======== Input data
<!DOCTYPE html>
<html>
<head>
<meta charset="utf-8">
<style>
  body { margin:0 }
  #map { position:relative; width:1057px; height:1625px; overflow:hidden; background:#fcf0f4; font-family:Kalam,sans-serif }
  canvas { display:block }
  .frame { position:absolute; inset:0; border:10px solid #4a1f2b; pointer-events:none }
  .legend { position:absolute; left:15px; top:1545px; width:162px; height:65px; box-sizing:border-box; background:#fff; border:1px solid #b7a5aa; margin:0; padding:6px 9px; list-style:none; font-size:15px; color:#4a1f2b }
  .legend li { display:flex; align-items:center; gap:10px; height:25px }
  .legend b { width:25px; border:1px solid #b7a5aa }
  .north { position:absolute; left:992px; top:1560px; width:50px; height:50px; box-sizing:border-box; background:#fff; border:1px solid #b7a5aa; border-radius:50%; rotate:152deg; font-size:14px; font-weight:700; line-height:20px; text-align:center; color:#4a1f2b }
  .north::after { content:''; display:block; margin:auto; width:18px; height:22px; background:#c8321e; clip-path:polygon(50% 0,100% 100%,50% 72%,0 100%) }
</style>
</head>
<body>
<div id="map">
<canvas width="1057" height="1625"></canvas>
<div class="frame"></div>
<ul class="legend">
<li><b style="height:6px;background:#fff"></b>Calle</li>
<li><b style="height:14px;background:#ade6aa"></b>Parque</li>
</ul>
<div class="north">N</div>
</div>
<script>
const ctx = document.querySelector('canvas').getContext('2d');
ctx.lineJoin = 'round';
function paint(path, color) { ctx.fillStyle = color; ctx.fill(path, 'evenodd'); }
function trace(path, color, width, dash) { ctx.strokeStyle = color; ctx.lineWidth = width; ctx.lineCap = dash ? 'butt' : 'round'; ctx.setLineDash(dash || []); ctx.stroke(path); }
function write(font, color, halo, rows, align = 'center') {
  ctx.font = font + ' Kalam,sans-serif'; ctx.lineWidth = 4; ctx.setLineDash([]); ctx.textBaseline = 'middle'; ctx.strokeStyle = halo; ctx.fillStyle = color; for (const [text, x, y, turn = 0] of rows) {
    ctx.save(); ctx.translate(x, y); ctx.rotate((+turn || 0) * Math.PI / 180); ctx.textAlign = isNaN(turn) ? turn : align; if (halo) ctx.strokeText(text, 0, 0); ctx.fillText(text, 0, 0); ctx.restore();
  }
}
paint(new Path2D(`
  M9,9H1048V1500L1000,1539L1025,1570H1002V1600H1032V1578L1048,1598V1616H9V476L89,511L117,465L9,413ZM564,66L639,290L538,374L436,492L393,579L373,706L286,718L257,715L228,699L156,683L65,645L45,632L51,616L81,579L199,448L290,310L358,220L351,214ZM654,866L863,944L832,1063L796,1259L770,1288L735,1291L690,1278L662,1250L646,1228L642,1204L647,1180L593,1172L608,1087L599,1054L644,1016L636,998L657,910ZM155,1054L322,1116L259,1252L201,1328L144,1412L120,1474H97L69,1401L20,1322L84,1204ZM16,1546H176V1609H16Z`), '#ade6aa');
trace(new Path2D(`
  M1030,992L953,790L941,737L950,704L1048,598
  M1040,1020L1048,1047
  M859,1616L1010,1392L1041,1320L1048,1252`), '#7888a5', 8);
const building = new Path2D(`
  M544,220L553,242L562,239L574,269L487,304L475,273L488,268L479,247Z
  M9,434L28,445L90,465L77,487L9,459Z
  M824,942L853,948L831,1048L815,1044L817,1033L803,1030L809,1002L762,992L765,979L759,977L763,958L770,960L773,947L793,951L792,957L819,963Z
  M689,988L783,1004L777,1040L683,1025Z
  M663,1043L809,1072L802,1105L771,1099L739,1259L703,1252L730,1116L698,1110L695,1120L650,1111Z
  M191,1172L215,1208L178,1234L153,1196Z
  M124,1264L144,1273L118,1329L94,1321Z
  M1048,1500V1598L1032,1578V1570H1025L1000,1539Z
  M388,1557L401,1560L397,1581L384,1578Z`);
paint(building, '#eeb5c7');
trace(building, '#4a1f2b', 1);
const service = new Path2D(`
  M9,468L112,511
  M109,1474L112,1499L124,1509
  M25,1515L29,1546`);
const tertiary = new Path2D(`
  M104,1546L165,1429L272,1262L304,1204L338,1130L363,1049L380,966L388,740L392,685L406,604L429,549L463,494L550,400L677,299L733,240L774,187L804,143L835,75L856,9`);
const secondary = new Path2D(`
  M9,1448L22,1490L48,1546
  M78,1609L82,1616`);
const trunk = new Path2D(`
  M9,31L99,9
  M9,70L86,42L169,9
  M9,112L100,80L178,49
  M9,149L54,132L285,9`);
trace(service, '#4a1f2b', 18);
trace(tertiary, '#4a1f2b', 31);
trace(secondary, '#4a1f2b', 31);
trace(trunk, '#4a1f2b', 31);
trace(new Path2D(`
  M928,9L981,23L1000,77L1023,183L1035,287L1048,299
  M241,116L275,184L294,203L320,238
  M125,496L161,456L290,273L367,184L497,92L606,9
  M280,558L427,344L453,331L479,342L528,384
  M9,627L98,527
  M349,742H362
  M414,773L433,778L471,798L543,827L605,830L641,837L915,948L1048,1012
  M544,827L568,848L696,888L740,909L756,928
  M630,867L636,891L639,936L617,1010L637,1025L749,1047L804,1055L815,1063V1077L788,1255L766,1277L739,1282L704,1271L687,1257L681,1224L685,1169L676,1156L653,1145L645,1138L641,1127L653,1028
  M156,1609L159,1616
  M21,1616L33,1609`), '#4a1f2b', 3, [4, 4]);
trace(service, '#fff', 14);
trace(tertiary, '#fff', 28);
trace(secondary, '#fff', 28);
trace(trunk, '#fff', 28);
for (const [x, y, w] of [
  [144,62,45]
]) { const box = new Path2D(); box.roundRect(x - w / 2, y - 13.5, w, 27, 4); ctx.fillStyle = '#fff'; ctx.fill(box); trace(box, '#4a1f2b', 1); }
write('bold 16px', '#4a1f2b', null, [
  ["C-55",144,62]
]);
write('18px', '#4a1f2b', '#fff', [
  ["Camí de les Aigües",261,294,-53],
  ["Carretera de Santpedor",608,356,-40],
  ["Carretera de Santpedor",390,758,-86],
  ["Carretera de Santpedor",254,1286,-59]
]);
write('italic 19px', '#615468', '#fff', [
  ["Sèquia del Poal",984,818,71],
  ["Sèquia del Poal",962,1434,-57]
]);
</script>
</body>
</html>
================
**Exercise aim:** Would you please filter the lines above and copy every one that includes "rows"?

**Your solution:**
function write(font, color, halo, rows, align = 'center') {
  ctx.font = font + ' Kalam,sans-serif'; ctx.lineWidth = 4; ctx.setLineDash([]); ctx.textBaseline = 'middle'; ctx.strokeStyle = halo; ctx.fillStyle = color; for (const [text, x, y, turn = 0] of rows) {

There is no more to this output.